Electricity costs are the lifeline for miners. New machines like the S21 can still earn some cash in low electricity price areas; however, older equipment like the S19 is in dire straits, with electricity prices at $0.06/kWh basically just breaking even. The cost differences among leading mining companies are also significant: Marathon's cost to mine one Bitcoin is approximately $39,235, while Riot's is $46,324, and the industry average is estimated to be around $58,500. But this is just the cash cost. When factoring in depreciation, impairment, and options as those accounting expenses? The total cost can soar over $100,000, with some companies already showing losses on their books.
The differentiation in the circle is very obvious now.
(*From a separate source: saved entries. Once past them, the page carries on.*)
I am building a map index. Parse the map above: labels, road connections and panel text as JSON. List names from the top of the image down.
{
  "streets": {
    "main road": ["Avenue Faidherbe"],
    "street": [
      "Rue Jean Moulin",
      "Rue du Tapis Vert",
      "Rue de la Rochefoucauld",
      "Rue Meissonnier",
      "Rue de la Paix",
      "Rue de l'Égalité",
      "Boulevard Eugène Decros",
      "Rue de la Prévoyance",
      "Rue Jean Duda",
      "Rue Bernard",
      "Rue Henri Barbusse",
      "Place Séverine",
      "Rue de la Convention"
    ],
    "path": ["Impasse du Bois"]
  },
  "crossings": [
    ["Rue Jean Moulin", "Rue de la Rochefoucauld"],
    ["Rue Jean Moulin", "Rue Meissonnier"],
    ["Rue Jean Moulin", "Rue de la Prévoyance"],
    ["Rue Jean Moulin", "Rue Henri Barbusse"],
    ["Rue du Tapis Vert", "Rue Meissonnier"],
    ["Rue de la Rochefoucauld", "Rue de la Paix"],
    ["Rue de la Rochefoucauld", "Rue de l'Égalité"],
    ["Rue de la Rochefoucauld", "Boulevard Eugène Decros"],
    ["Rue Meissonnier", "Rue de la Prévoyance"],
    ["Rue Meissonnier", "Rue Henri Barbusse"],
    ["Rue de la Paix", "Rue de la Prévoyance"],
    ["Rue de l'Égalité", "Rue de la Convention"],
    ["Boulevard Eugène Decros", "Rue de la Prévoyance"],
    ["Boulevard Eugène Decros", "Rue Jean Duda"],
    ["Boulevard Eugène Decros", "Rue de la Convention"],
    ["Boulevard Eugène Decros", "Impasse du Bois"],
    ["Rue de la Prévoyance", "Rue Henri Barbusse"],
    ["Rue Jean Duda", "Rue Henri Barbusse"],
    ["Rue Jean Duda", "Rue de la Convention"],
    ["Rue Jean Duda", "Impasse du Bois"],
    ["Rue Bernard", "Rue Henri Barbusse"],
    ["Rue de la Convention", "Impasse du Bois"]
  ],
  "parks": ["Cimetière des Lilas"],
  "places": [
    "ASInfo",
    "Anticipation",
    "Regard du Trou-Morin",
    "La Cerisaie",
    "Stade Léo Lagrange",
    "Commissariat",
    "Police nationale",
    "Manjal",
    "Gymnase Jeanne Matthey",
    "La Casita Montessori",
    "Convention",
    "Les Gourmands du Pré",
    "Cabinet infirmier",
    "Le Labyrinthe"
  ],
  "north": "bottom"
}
Large mining enterprises are supported by efficient equipment, cheap electricity, and financing capabilities, maintaining positive cash flow, and they tend to hoard coins instead of selling; small and medium miners and high-cost players are struggling, as a fall in coin prices or an increase in difficulty brings them close to the breakeven line, leading many to choose to shut down while waiting for difficulty adjustments. As long as cash flow is not interrupted, miners will continue to mine, and network difficulty will automatically balance. The real risk? Financing gets stuck or electricity prices suddenly surge, at which point computing power may concentrate or retreat on a large scale.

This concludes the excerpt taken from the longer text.